Deferred Charitable Giving

By: Thomas F. Garth

Individuals often want to make substantial gifts as part of their overall estate planning. There are a number of options available for charitable giving other than outright gifts. These options, sometimes referred to as "deferred" giving plans, usually allow you to retain the benefit of donated funds, with a gift to charity at a later date. The advantage of such plans is that you might receive an immediate income tax deduction for the value of your gift and avoid the payment of any capital gains tax on the gift of appreciated property. Below are various options for making deferred gifts.

Pooled Income Fund - PIF

The simplest, and perhaps most common, form of deferred giving is the pooled income fund (PIF).
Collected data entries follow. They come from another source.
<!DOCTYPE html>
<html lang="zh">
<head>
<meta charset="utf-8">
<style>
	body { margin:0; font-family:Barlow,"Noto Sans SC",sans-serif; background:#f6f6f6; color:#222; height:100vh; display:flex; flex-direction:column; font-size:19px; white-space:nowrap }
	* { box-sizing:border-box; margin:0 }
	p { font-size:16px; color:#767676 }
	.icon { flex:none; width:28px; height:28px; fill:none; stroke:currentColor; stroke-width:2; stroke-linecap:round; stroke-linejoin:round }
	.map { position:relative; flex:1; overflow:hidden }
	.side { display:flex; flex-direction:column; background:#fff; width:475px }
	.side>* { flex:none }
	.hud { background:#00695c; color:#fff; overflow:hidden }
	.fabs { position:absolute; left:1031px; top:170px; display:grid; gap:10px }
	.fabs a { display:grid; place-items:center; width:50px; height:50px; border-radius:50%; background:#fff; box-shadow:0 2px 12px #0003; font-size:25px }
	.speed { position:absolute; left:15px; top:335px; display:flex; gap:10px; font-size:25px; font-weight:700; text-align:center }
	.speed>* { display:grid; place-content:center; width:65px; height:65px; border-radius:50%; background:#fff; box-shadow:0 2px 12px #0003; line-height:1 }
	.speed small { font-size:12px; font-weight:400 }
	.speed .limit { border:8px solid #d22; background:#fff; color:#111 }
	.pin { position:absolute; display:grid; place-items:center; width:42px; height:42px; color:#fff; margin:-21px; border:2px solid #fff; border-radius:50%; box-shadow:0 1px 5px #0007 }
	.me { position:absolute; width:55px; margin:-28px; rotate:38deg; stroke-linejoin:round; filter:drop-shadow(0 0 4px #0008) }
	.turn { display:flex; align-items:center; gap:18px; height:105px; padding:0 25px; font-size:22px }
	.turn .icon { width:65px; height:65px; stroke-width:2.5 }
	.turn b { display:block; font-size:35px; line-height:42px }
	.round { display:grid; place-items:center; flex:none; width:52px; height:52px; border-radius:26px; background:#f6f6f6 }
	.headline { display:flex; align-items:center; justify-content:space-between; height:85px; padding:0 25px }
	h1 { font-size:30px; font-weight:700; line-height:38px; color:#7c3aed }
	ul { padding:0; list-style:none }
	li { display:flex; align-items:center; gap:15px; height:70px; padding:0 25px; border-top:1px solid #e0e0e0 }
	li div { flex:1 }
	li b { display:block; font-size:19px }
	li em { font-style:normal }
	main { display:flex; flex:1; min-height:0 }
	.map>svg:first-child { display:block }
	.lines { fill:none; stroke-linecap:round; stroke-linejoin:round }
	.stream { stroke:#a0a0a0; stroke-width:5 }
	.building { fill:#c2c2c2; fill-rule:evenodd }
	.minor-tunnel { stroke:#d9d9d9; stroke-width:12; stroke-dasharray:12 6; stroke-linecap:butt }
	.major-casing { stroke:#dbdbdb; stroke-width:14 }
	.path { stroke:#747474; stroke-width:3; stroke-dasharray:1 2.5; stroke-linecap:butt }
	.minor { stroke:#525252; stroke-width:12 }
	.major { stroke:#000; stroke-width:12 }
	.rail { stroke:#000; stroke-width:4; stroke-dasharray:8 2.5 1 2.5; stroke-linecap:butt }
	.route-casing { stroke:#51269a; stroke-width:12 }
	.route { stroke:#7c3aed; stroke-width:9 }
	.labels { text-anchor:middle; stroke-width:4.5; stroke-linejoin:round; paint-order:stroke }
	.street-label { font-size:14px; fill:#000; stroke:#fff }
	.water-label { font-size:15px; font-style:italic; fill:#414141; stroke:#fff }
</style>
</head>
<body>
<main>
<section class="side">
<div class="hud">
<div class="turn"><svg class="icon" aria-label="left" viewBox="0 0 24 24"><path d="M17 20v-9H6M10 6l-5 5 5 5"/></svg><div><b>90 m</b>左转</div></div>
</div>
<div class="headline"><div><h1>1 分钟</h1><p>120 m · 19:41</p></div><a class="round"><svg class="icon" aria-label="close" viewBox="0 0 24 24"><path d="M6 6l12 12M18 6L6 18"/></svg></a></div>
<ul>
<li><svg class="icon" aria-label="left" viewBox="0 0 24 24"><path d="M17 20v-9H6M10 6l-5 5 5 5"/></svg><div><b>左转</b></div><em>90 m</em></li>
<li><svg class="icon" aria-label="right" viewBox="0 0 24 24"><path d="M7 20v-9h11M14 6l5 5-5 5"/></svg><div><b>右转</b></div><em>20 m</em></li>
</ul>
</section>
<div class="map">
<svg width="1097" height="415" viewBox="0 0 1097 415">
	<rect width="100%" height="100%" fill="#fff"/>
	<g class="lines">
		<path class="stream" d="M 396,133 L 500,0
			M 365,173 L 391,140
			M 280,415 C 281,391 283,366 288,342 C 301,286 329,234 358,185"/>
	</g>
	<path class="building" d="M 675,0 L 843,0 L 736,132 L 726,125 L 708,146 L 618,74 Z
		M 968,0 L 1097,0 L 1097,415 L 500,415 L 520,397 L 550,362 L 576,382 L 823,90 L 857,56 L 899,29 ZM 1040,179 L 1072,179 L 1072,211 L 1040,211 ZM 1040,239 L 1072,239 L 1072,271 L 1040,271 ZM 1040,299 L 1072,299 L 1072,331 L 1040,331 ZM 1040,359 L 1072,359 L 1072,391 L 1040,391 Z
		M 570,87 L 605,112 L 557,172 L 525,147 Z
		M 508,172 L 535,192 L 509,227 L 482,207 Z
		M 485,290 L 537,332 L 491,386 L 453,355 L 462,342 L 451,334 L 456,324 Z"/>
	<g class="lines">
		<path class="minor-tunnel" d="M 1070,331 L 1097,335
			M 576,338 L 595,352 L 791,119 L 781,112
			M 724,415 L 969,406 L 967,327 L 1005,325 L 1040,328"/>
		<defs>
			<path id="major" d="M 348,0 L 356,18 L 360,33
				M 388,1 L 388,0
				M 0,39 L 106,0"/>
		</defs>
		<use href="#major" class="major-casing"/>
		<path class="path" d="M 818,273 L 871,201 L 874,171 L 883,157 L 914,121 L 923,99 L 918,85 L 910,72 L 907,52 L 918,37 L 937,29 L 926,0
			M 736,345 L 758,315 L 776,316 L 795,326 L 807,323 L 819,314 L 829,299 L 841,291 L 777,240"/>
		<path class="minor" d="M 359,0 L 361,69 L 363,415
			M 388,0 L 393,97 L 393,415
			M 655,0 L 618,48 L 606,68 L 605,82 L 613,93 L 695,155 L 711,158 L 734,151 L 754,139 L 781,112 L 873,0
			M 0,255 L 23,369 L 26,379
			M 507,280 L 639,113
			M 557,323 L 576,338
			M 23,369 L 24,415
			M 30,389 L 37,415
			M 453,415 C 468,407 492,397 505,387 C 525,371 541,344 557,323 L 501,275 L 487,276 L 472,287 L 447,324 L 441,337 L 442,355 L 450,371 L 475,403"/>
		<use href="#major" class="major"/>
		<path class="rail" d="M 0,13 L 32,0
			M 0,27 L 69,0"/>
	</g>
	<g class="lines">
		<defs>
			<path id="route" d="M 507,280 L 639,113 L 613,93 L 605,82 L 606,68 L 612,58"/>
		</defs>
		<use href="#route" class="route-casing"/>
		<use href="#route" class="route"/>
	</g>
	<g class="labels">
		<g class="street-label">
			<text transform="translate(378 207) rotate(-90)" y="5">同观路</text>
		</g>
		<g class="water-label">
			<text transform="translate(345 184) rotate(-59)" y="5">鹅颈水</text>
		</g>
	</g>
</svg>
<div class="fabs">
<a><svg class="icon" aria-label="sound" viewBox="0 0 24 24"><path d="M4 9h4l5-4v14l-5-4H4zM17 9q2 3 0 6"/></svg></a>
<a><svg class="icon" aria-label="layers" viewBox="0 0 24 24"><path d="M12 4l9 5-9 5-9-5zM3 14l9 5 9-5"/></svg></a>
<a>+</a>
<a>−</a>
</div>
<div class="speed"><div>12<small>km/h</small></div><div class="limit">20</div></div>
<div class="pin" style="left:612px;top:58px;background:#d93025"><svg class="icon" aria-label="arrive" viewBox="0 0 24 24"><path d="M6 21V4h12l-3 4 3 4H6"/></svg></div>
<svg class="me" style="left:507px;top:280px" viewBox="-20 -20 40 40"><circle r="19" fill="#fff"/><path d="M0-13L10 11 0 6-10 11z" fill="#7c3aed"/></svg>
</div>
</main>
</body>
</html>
These funds, established by charities to encourage deferred giving, are usually offered by universities, churches, and other major charitable groups. In return for your contribution of cash or property to the PIF, the PIF agrees to provide you and/or your spouse with a life income. There is no guarantee of the amount of income, as it is based upon the investment return of the PIF. The PIF will provide you with a history of its past investment results, as well as its investment philosophy, to give you some idea of the income you can expect. At the death of you and/or your spouse, the income interest will terminate, and your capital account in the PIF will be given to the sponsoring charity.

A PIF has clear tax advantages. You are entitled to an income tax deduction in the year in which you make your contribution to the PIF. The amount of the deduction is the value of the interest which passes to the charity at your death or the death of your spouse. This amount will vary, depending upon your life expectancies and the investment return of the PIF. As an example, if a 60-year-old donor transfers $100,000 to a PIF which has an 8% return, and retains a life income interest, the amount of his charitable deduction will be $25,197.

There are also advantages to contributing appreciated property, such as stock, to a PIF. Although the stock will be valued at its fair market value in determining your charitable deduction, no capital gains tax will be imposed on you or the PIF. A contribution to a PIF will also help to reduce your estate tax since the amount passing to the charity after your death will be deductible for estate tax purposes.

Charitable Remainder Trust - CRT

A charitable remainder trust (CRT) is similar to a PIF in that, in return for your payment, the trust will pay you income for a fixed period of time, with the principal eventually paid over to charity. The charity can include a foundation established by your family. A CRT, however, is more flexible than a PIF since it provides you with more options for the payment of the income. Rather than tying your income to the investment return of the trust, a CRT can pay you either a fixed annuity payment or a "unitrust" payment. A unitrust payment is advantageous in inflationary times since it is a fixed percentage of the value of the trust assets, revalued annually. Thus, as the trust assets appreciate in value, your payment will increase. A CRT also offers the advantage that you may decide whether the income interest is to be paid to you for life or for a specified number of years.

A CRT, if successfully implemented will:

1) avoid the payment of capital gains tax on appreciated property;
2) provide an immediate charitable deduction on your income tax return;
3) include an annuity for you and/or your spouse;
4) reduce your liability for gift and estate taxes.

Because there are costs associated with establishing and maintaining a CRT, it is appropriate for contributions for substantial amounts; $100,000 is usually the recommended minimum.

Charitable Gift Annuity

An alternative form of deferred giving is the charitable gift annuity. Similar to a commercial annuity, a gift annuity is a gift to charity in return for which you receive a lifetime annuity. Because the annuity payments will be less than those received from a commercial annuity, a portion of the payment to the charity is considered a gift and results in a charitable income tax deduction.

From the donor's point of view, a gift annuity offers greater security than the other options, since the annuity payment is an obligation of the issuing institution. Unlike a pooled income fund or charitable remainder trust, the annuity payment is not dependent upon the investment results of the fund in which the donation is deposited, but is a fixed amount which is guaranteed by the institution.

Summary

As shown above, individuals have a number of options for making deferred gifts. The option you choose depends upon both the amount and type of property you wish to contribute, as well as the nature of the income you would like to receive following your gift.